■ **Data records**
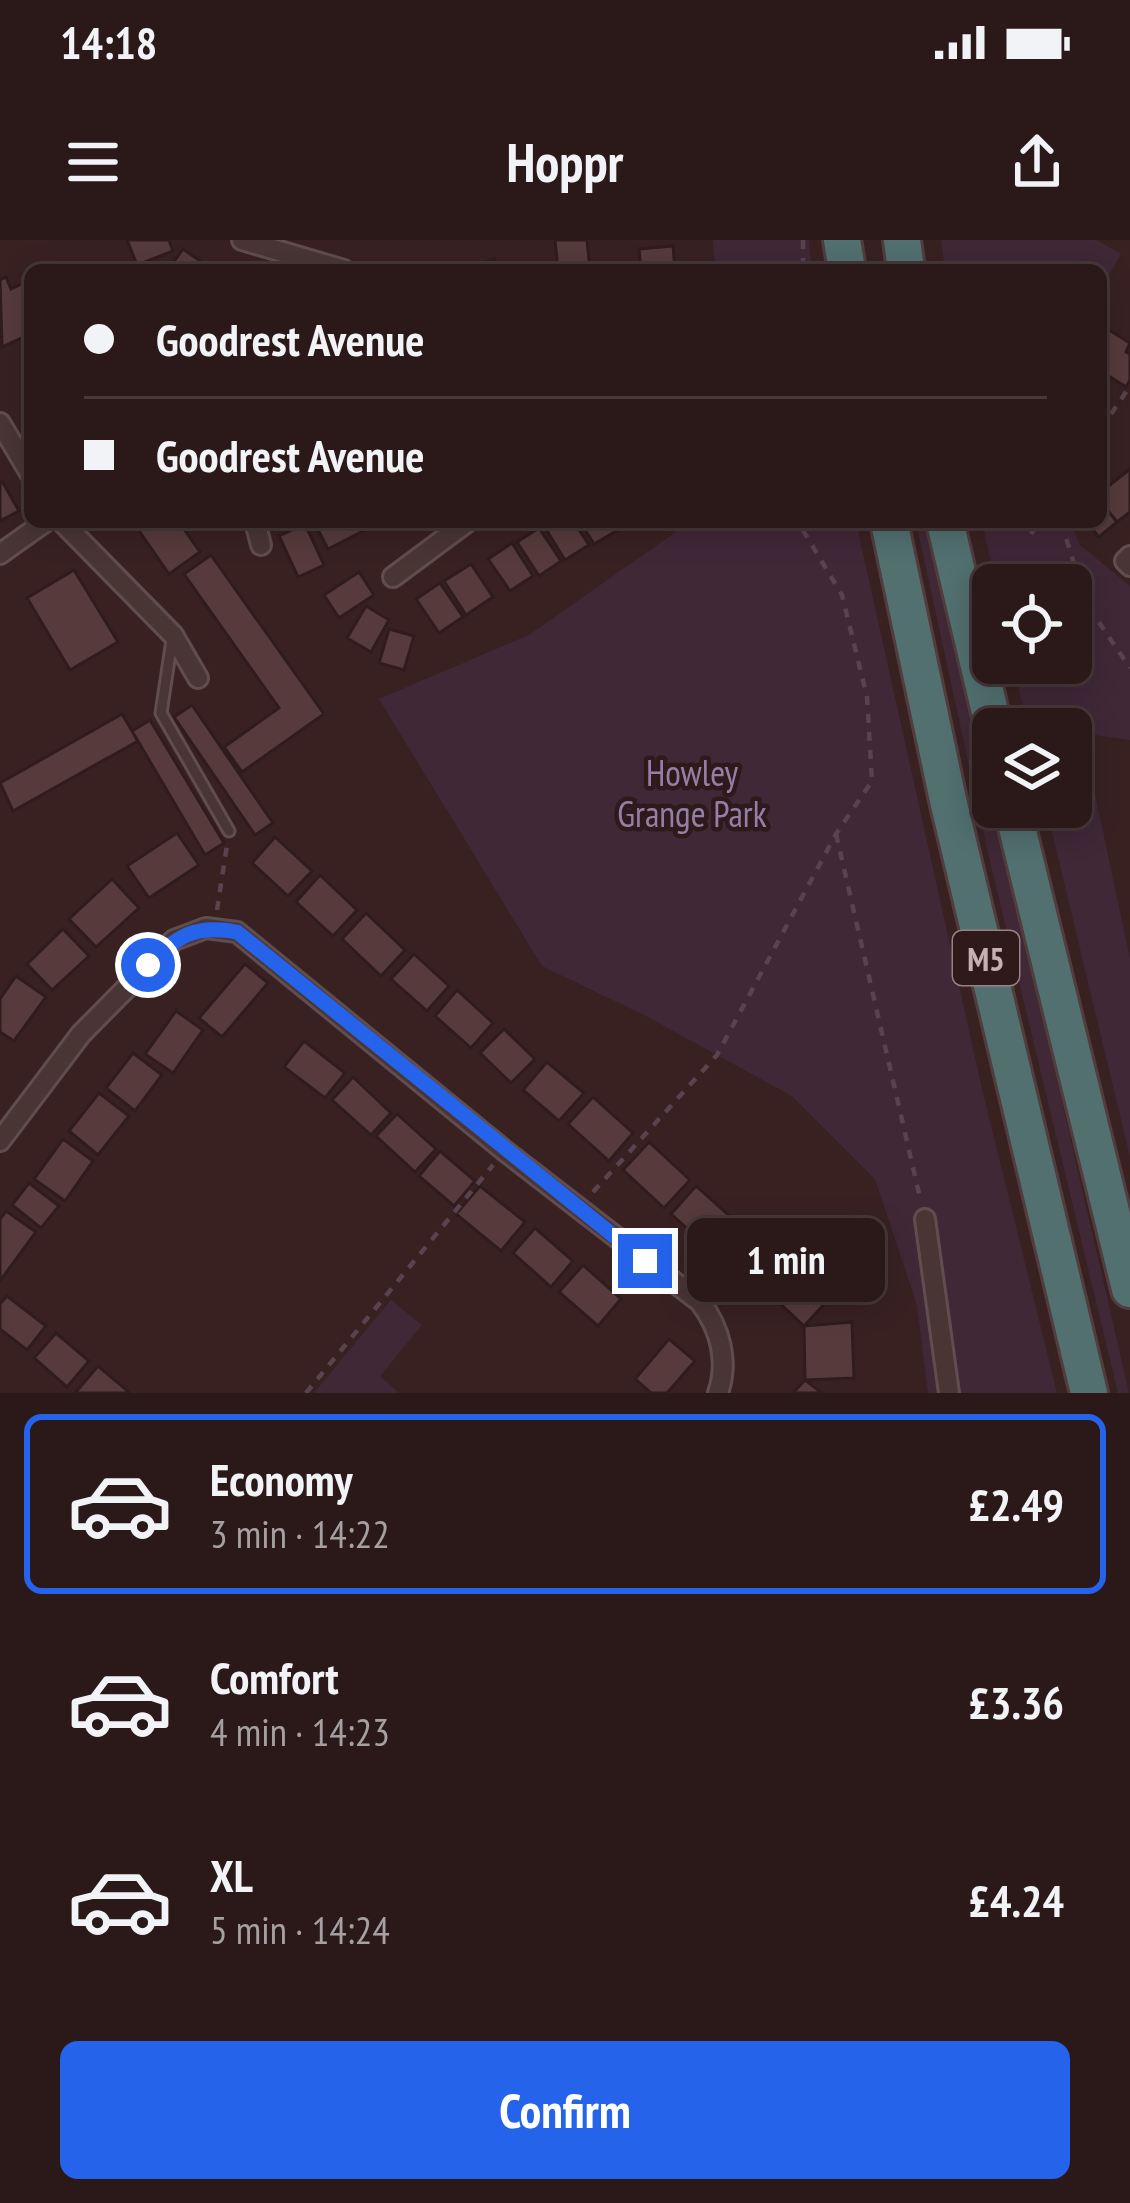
<!DOCTYPE html>
<html lang="en">
<head>
<meta charset="utf-8">
<style>
  :root { --surface:#2b191a; --page:#372627; --text:#f1f3f6; --muted:#a6a0a2; --line:#473839; --accent:#2563eb }
  body { margin:0; font-family:"PT Sans Narrow",sans-serif; background:var(--page); color:var(--text); height:100vh; display:flex; flex-direction:column; font-size:45px; white-space:nowrap }
  * { box-sizing:border-box; margin:0 }
  p { font-size:39px; color:var(--muted) }
  .icon { flex:none; width:66px; height:66px; fill:none; stroke:currentColor; stroke-width:2; stroke-linecap:round; stroke-linejoin:round }
  .map { position:relative; height:1153px; overflow:hidden }
  .side { display:flex; flex-direction:column; background:var(--surface); flex:1 }
  .side>* { flex:none }
  .banner { position:absolute; left:24px; top:24px; width:1083px; height:264px; border-radius:18px; box-shadow:0 6px 30px #0003,0 0 0 3px var(--line); display:grid; align-content:center; height:264px; padding:0 60px; background:var(--surface) }
  .tools { position:absolute; left:972px; top:324px; display:grid; gap:24px }
  .tools a { display:grid; place-items:center; width:120px; height:120px; border-radius:18px; background:var(--surface); box-shadow:0 6px 30px #0003,0 0 0 3px var(--line); font-size:60px }
  .end { position:absolute; width:54px; height:54px; margin:-27px; border:15px solid #2563eb; background:#fff; box-shadow:0 0 0 6px #fff }
  .from { border-radius:50% }
  .bubble { position:absolute; height:84px; border-radius:18px; background:var(--surface); box-shadow:0 6px 30px #0003,0 0 0 3px var(--line); font-size:39px; font-weight:600; line-height:84px; text-align:center }
  .banner b { display:flex; align-items:center; gap:42px; height:114px; font-size:45px }
  .banner b+b { border-top:3px solid var(--line) }
  .banner i { width:30px; height:30px; background:var(--text) }
  ul { padding:21px 0 0; list-style:none }
  li { display:flex; align-items:center; gap:36px; height:180px; margin:0 24px 18px; padding:0 36px; border:6px solid transparent; border-radius:18px }
  li div { flex:1 }
  li b { display:block; font-size:45px }
  li em { font-style:normal; font-weight:600 }
  li.on { border-color:var(--accent) }
  li>.icon { width:108px; height:108px; stroke-width:1.5 }
  .cta { display:flex; gap:24px; margin-top:auto; padding:24px 60px }
  .cta a { flex:1; height:138px; border-radius:18px; background:var(--accent); color:#fff; font-size:48px; font-weight:600; line-height:138px; text-align:center }
  .status { display:flex; justify-content:space-between; align-items:center; height:84px; padding:0 60px; background:var(--surface); direction:ltr }
  .status svg { height:33px; fill:currentColor }
  header { display:flex; justify-content:space-between; align-items:center; height:156px; padding:0 60px; background:var(--surface); font-size:54px; font-weight:600 }
  .map>svg:first-child { display:block }
  .green { fill:#402837 }
  .building { fill:#573b3c; stroke:#301c1d; stroke-width:3 }
  .lines { fill:none; stroke-linecap:round; stroke-linejoin:round }
  .lane-casing { stroke:#614d4d; stroke-width:15 }
  .street-casing { stroke:#614d4d; stroke-width:24 }
  .highway-casing { stroke:#513d3d; stroke-width:42 }
  .path { stroke:#5a434e; stroke-width:4.5; stroke-dasharray:9 9; stroke-linecap:butt }
  .lane { stroke:#4a3535; stroke-width:9 }
  .street { stroke:#4a3535; stroke-width:18 }
  .highway { stroke:#527070; stroke-width:36 }
  .route { stroke:#2563eb; stroke-width:15 }
  .labels { text-anchor:middle; dominant-baseline:central; stroke-width:9; stroke-linejoin:round; paint-order:stroke }
  .shield { fill:#2e1a1b; stroke:#988383; stroke-width:3 }
  .shield-label { font-size:33px; font-weight:bold; fill:#c6b0b0 }
  .park-label { font-size:36px; fill:#977ea7; stroke:#2e1a1b }
</style>
</head>
<body>
<div class="status"><b>14:18</b><svg viewBox="0 0 49 12"><path d="M0 12V9h3v3zM5 12V6h3v6zM10 12V3h3v9zM15 12V0h3v12zM26 1h20v11H26zM47 4h2v5h-2z"/></svg></div>
<header><svg class="icon" aria-label="menu" viewBox="0 0 24 24"><path d="M4 6h16M4 12h16M4 18h16"/></svg>Hoppr<svg class="icon" aria-label="share" viewBox="0 0 24 24"><path d="M12 15V3M7 8l5-5 5 5M5 13v7h14v-7"/></svg></header>
<div class="map">
<svg width="1130" height="1153" viewBox="0 0 1130 1153">
  <rect width="100%" height="100%" fill="#392122"/>
  <g class="green">
    <polygon points="713,0 809,0 812,30 715,30"/>
    <polygon points="941,0 1096,0 1121,14 1101,49 1101,30 945,30"/>
    <polygon points="690,282 856,282 982,849 1057,1153 928,1153 917,1065 875,939 792,856 646,776 542,726 379,459 529,395"/>
    <polygon points="916,282 929,282 1129,1153 1118,1153 988,613"/>
    <polygon points="982,282 1071,282 1080,305 1130,346 1130,500 1082,493 1130,719 1130,917 1046,567 1071,567 1071,489 1028,489 1013,423 1071,423 1071,345 996,345"/>
    <polygon points="391,1060 422,1085 380,1136 399,1153 314,1153"/>
  </g>
  <g class="building">
    <polygon points="127,0 169,0 173,11 137,25"/>
    <polygon points="555,0 587,0 590,30 558,30"/>
    <polygon points="673,6 675,30 641,30 639,9"/>
    <polygon points="183,9 213,30 168,30"/>
    <polygon points="494,19 498,30 466,30 466,29"/>
    <polygon points="6,37 11,49 30,40 30,73 23,76 30,94 2,107 0,40"/>
    <polygon points="1101,85 1130,103 1126,112 1130,114 1130,140 1126,147 1101,131"/>
    <polygon points="1130,229 1130,272 1117,282 1101,262 1101,252"/>
    <polygon points="2,241 19,271 0,281 0,242"/>
    <polygon points="1101,262 1117,282 1099,297 1086,282 1101,282"/>
    <polygon points="133,282 179,282 200,312 169,334"/>
    <polygon points="314,282 368,282 371,287 328,309"/>
    <polygon points="551,282 574,282 589,305 565,320 544,286"/>
    <polygon points="580,282 613,282 618,290 594,304"/>
    <polygon points="305,284 324,325 298,337 279,296"/>
    <polygon points="539,288 561,321 539,336 517,302"/>
    <polygon points="512,303 533,336 510,351 488,319"/>
    <polygon points="211,315 324,474 242,532 224,507 279,468 184,334"/>
    <polygon points="471,324 493,357 466,375 444,341"/>
    <polygon points="74,330 118,402 70,430 27,358"/>
    <polygon points="359,332 374,355 339,378 324,355"/>
    <polygon points="440,343 463,377 439,393 416,359"/>
    <polygon points="366,366 389,380 371,412 347,398"/>
    <polygon points="389,389 414,396 404,430 379,423"/>
    <polygon points="192,465 273,583 255,595 174,477"/>
    <polygon points="122,474 138,501 13,571 0,543"/>
    <polygon points="150,480 224,603 205,615 132,491"/>
    <polygon points="177,593 199,625 149,658 127,626"/>
    <polygon points="275,597 312,631 288,656 252,623"/>
    <polygon points="320,635 357,670 333,696 296,662"/>
    <polygon points="112,639 139,668 96,707 69,679"/>
    <polygon points="366,673 405,710 381,736 342,699"/>
    <polygon points="63,689 89,716 52,750 27,724"/>
    <polygon points="414,714 449,746 427,771 391,739"/>
    <polygon points="245,724 268,743 222,797 199,778"/>
    <polygon points="16,736 46,757 14,801 0,792 0,759"/>
    <polygon points="457,750 493,783 471,808 435,776"/>
    <polygon points="176,771 203,790 173,833 145,814"/>
    <polygon points="504,789 535,819 511,843 480,813"/>
    <polygon points="304,801 345,833 325,858 284,827"/>
    <polygon points="133,813 162,835 135,871 106,848"/>
    <polygon points="547,822 584,853 559,881 523,850"/>
    <polygon points="353,837 391,873 371,895 332,860"/>
    <polygon points="99,853 129,876 98,915 69,891"/>
    <polygon points="593,857 633,893 609,921 568,884"/>
    <polygon points="397,874 436,909 415,932 376,896"/>
    <polygon points="63,899 93,921 65,961 34,939"/>
    <polygon points="649,902 690,940 664,968 623,930"/>
    <polygon points="440,911 475,941 454,966 419,936"/>
    <polygon points="29,943 59,966 41,988 12,965"/>
    <polygon points="480,946 525,982 501,1011 456,974"/>
    <polygon points="696,946 734,980 709,1008 671,974"/>
    <polygon points="6,971 36,992 0,1041 0,979"/>
    <polygon points="741,984 784,1024 757,1053 714,1013"/>
    <polygon points="535,988 573,1021 551,1047 513,1013"/>
    <polygon points="583,1025 621,1059 598,1086 559,1052"/>
    <polygon points="795,1027 829,1059 804,1086 770,1054"/>
    <polygon points="7,1056 46,1086 27,1110 0,1089 0,1064"/>
    <polygon points="852,1082 854,1138 805,1140 804,1086"/>
    <polygon points="56,1093 89,1121 67,1147 34,1118"/>
    <polygon points="669,1099 695,1121 667,1153 651,1153 635,1139"/>
    <polygon points="98,1126 130,1153 75,1153"/>
    <polygon points="805,1140 822,1153 793,1153"/>
  </g>
  <g class="lines">
    <defs>
      <polyline id="lane" points="172,400 161,473 229,591"/>
      <g id="street">
        <polyline points="242,0 344,30"/>
        <polyline points="0,183 30,233"/>
        <polyline points="62,282 173,395 198,438"/>
        <polyline points="255,282 261,305"/>
        <polyline points="0,314 45,282"/>
        <polyline points="1130,316 1125,321 1130,326"/>
        <polyline points="393,337 467,282"/>
        <path d="M0,901L81,794L174,700L206,688L237,692L505,911L700,1062C720,1088 729,1121 718,1153"/>
        <polyline points="925,979 949,1153"/>
      </g>
      <g id="highway">
        <polyline points="842,0 847,30"/>
        <polyline points="902,0 906,30"/>
        <polyline points="889,282 948,560 1089,1153"/>
        <polyline points="945,282 994,489"/>
        <polyline points="1012,567 1130,1049"/>
      </g>
    </defs>
    <use href="#lane" class="lane-casing"/>
    <use href="#street" class="street-casing"/>
    <use href="#highway" class="highway-casing"/>
    <g class="path">
      <polyline points="803,0 803,30"/>
      <polyline points="1101,189 1130,146"/>
      <polyline points="1061,282 1087,365 1130,428"/>
      <polyline points="1031,294 1039,282"/>
      <polyline points="836,594 921,962"/>
      <polyline points="217,670 227,605"/>
      <polyline points="593,952 717,815 836,594 872,541 867,457 842,355 798,282"/>
      <polyline points="306,1153 493,925"/>
    </g>
    <use href="#lane" class="lane"/>
    <use href="#street" class="street"/>
    <use href="#highway" class="highway"/>
  </g>
  <g class="lines">
    <path class="route" d="M148,725C178,696 194,684 237,692L645,1021"/>
  </g>
  <g class="labels">
    <rect class="shield" x="953" y="691" width="66" height="54" rx="9"/>
    <g class="shield-label">
      <text x="986" y="718">M5</text>
    </g>
    <g class="park-label">
      <text x="692" y="532">Howley<tspan x="692" dy="41">Grange Park</tspan></text>
    </g>
  </g>
</svg>
<div class="tools">
<a><svg class="icon" aria-label="locate" viewBox="0 0 24 24"><circle cx="12" cy="12" r="6"/><path d="M12 2v4M12 18v4M2 12h4M18 12h4"/></svg></a>
<a><svg class="icon" aria-label="layers" viewBox="0 0 24 24"><path d="M12 4l9 5-9 5-9-5zM3 14l9 5 9-5"/></svg></a>
</div>
<i class="end from" style="left:148px;top:725px"></i>
<i class="end" style="left:645px;top:1021px"></i>
<div class="bubble" style="left:687px;top:978px;width:198px">1 min</div>
<div class="banner">
<b><i class="from"></i>Goodrest Avenue</b>
<b><i></i>Goodrest Avenue</b>
</div>
</div>
<section class="side">
<ul>
<li class="on"><svg class="icon" aria-label="car" viewBox="0 0 24 24"><path d="M5 17H2v-5l4-1 3-4h7l3 4 3 1v5h-3M9 17h6M6 11h13"/><circle cx="7" cy="17" r="2"/><circle cx="17" cy="17" r="2"/></svg><div><b>Economy</b><p>3 min · 14:22</p></div><em>£2.49</em></li>
<li><svg class="icon" aria-label="car" viewBox="0 0 24 24"><path d="M5 17H2v-5l4-1 3-4h7l3 4 3 1v5h-3M9 17h6M6 11h13"/><circle cx="7" cy="17" r="2"/><circle cx="17" cy="17" r="2"/></svg><div><b>Comfort</b><p>4 min · 14:23</p></div><em>£3.36</em></li>
<li><svg class="icon" aria-label="car" viewBox="0 0 24 24"><path d="M5 17H2v-5l4-1 3-4h7l3 4 3 1v5h-3M9 17h6M6 11h13"/><circle cx="7" cy="17" r="2"/><circle cx="17" cy="17" r="2"/></svg><div><b>XL</b><p>5 min · 14:24</p></div><em>£4.24</em></li>
</ul>
<div class="cta"><a>Confirm</a></div>
</section>
</body>
</html>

■ **Activity**
Identify every line above with the string "linecap" in it. Copy those lines.

■ **Response to this task**
  .icon { flex:none; width:66px; height:66px; fill:none; stroke:currentColor; stroke-width:2; stroke-linecap:round; stroke-linejoin:round }
  .lines { fill:none; stroke-linecap:round; stroke-linejoin:round }
  .path { stroke:#5a434e; stroke-width:4.5; stroke-dasharray:9 9; stroke-linecap:butt }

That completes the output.